→ **EXERCISE INSTRUCTIONS**
An exact reproduction of the data below is expected, free of images.

[Data entries]

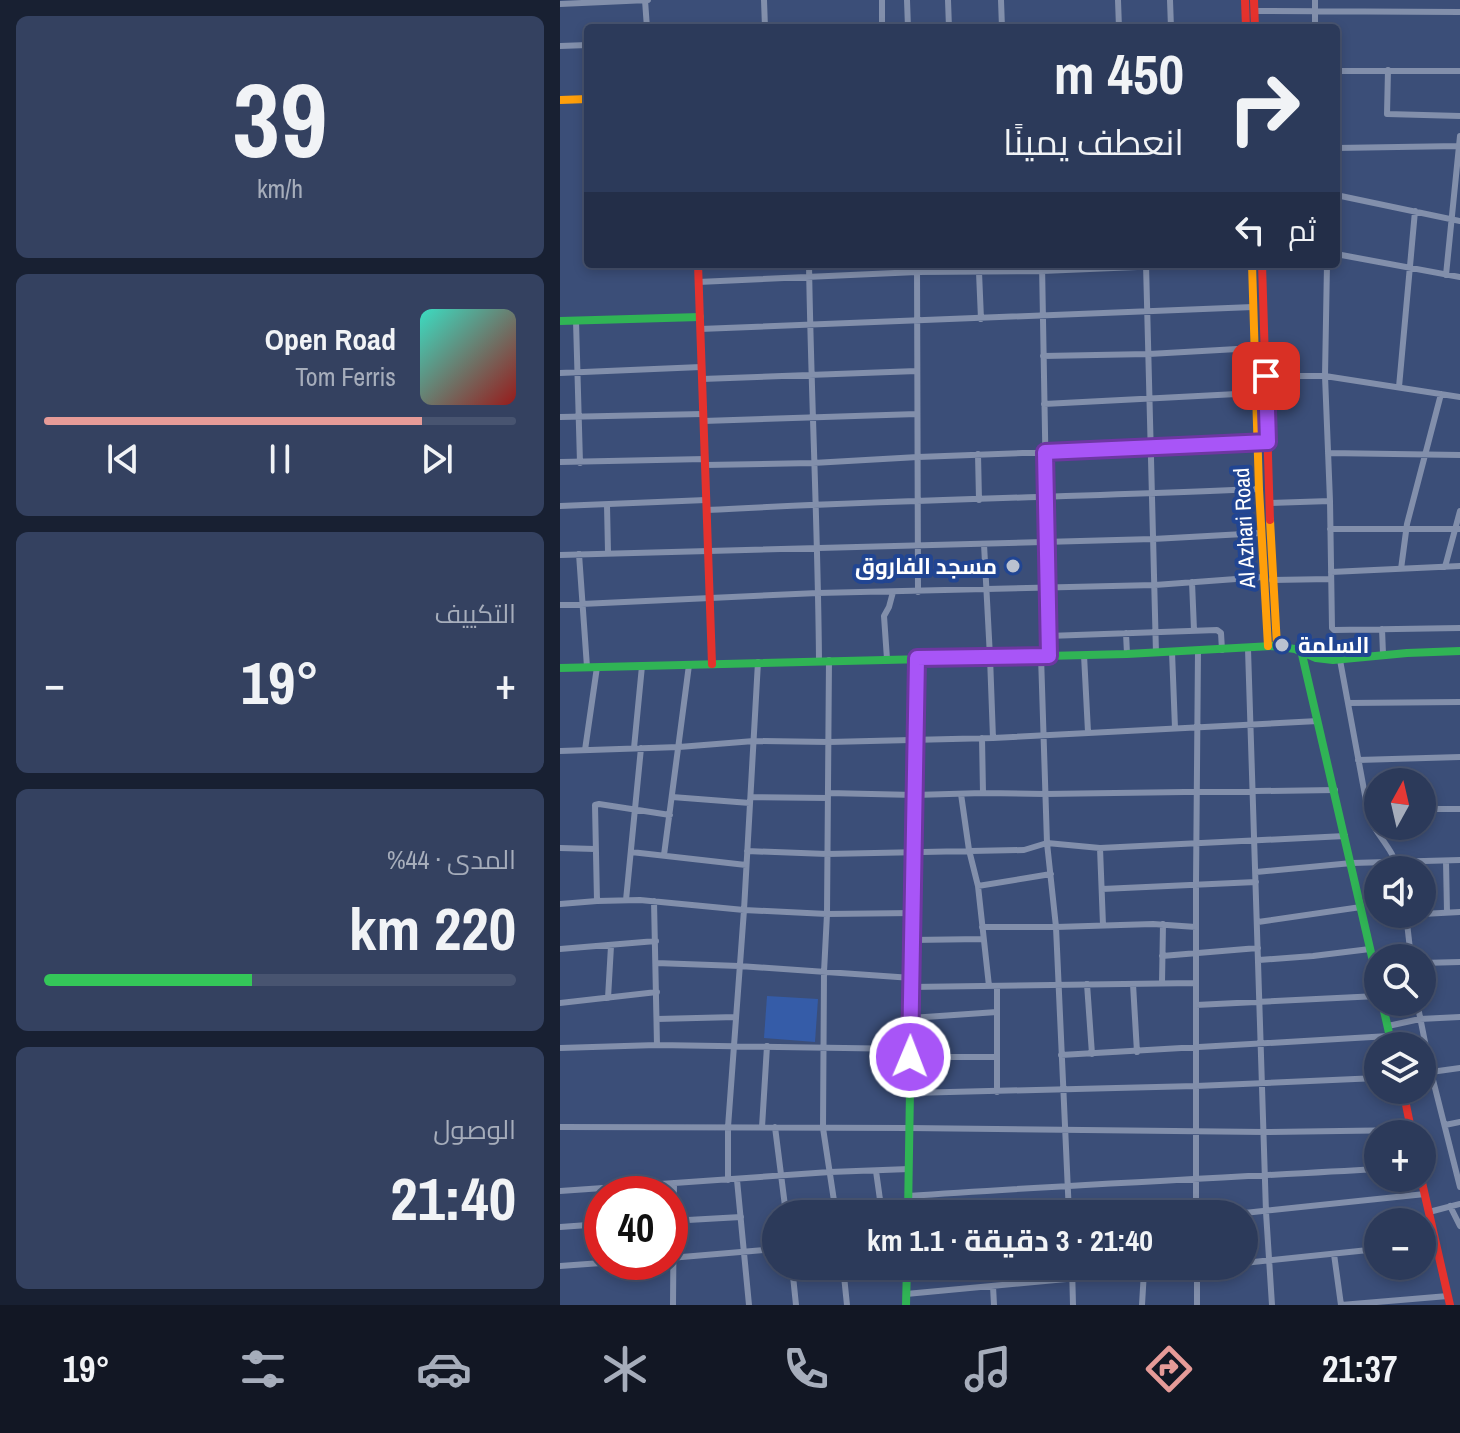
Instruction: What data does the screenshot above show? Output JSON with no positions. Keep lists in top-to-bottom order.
{
  "streets": {
    "street": ["Al Azhari Road"]
  },
  "places": ["مسجد الفاروق", "السلمة"],
  "north": "top",
  "page": {
    "tile": [
      ["39", "km/h"],
      "التكييف",
      ["المدى · 44%", "220 km"],
      ["الوصول", "21:40"]
    ],
    "turn": ["450 m", "انعطف يمينًا"],
    "then": "ثم",
    "song": ["Open Road", "Tom Ferris"],
    "heat": ["−", "19°", "+"],
    "map_buttons": ["+", "−"],
    "limit": "40",
    "trip": "21:40 · 3 دقيقة · 1.1 km",
    "tabs": ["21:37", "19°"]
  }
}
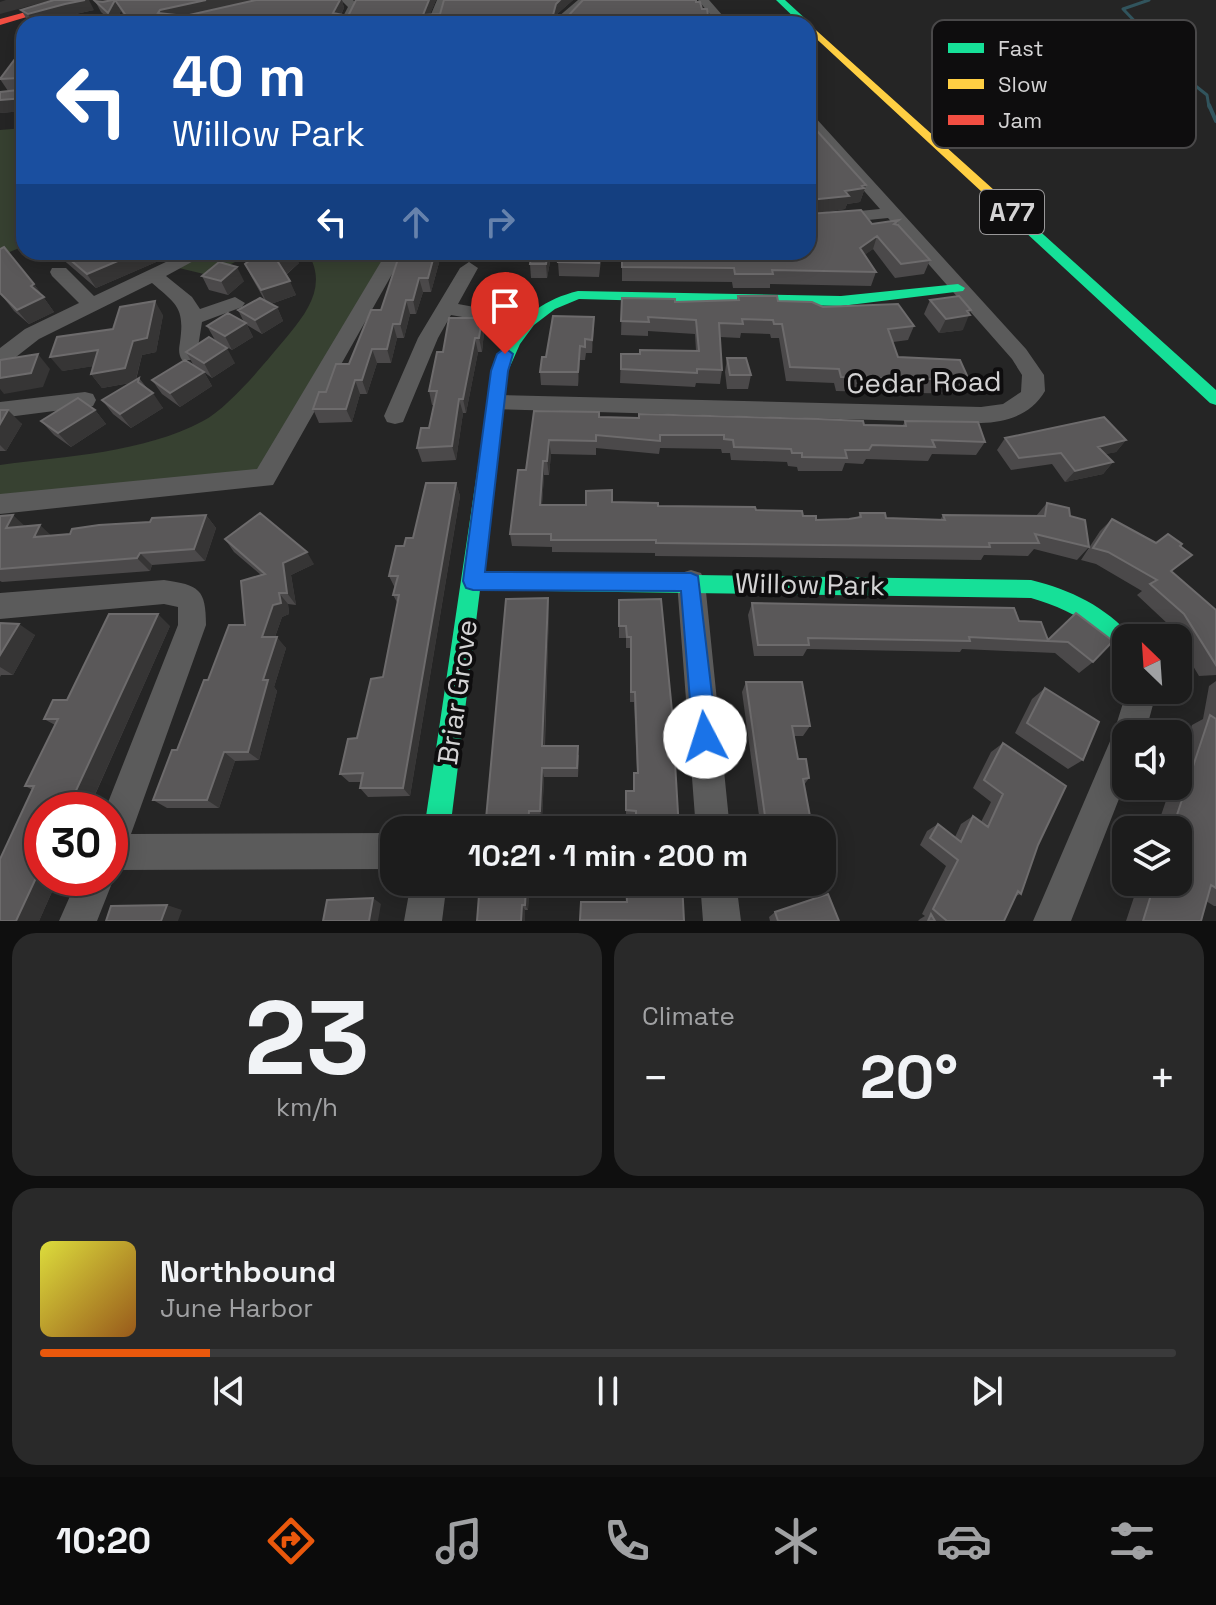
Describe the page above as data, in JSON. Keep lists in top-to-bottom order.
{
  "streets": {
    "main road": ["A77", "Willow Park", "Briar Grove"],
    "street": ["Cedar Road"]
  },
  "crossings": [
    ["Cedar Road", "Briar Grove"],
    ["Willow Park", "Briar Grove"]
  ],
  "legend": ["Fast", "Slow", "Jam"],
  "north": "top left",
  "page": {
    "turn": ["40 m", "Willow Park"],
    "limit": "30",
    "trip": "10:21 · 1 min · 200 m",
    "tile": [
      ["23", "km/h"],
      "Climate"
    ],
    "heat": ["−", "20°", "+"],
    "song": ["Northbound", "June Harbor"],
    "tabs": "10:20"
  }
}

→ **OUTPUT OF THE TASK**
Instruction: What data does the screenshot above show? Output JSON with no positions. Keep lists in top-to-bottom order.
{
  "streets": {
    "street": ["Al Azhari Road"]
  },
  "places": ["مسجد الفاروق", "السلمة"],
  "north": "top",
  "page": {
    "tile": [
      ["39", "km/h"],
      "التكييف",
      ["المدى · 44%", "220 km"],
      ["الوصول", "21:40"]
    ],
    "turn": ["450 m", "انعطف يمينًا"],
    "then": "ثم",
    "song": ["Open Road", "Tom Ferris"],
    "heat": ["−", "19°", "+"],
    "map_buttons": ["+", "−"],
    "limit": "40",
    "trip": "21:40 · 3 دقيقة · 1.1 km",
    "tabs": ["21:37", "19°"]
  }
}
Describe the page above as data, in JSON. Keep lists in top-to-bottom order.
{
  "streets": {
    "main road": ["A77", "Willow Park", "Briar Grove"],
    "street": ["Cedar Road"]
  },
  "crossings": [
    ["Cedar Road", "Briar Grove"],
    ["Willow Park", "Briar Grove"]
  ],
  "legend": ["Fast", "Slow", "Jam"],
  "north": "top left",
  "page": {
    "turn": ["40 m", "Willow Park"],
    "limit": "30",
    "trip": "10:21 · 1 min · 200 m",
    "tile": [
      ["23", "km/h"],
      "Climate"
    ],
    "heat": ["−", "20°", "+"],
    "song": ["Northbound", "June Harbor"],
    "tabs": "10:20"
  }
}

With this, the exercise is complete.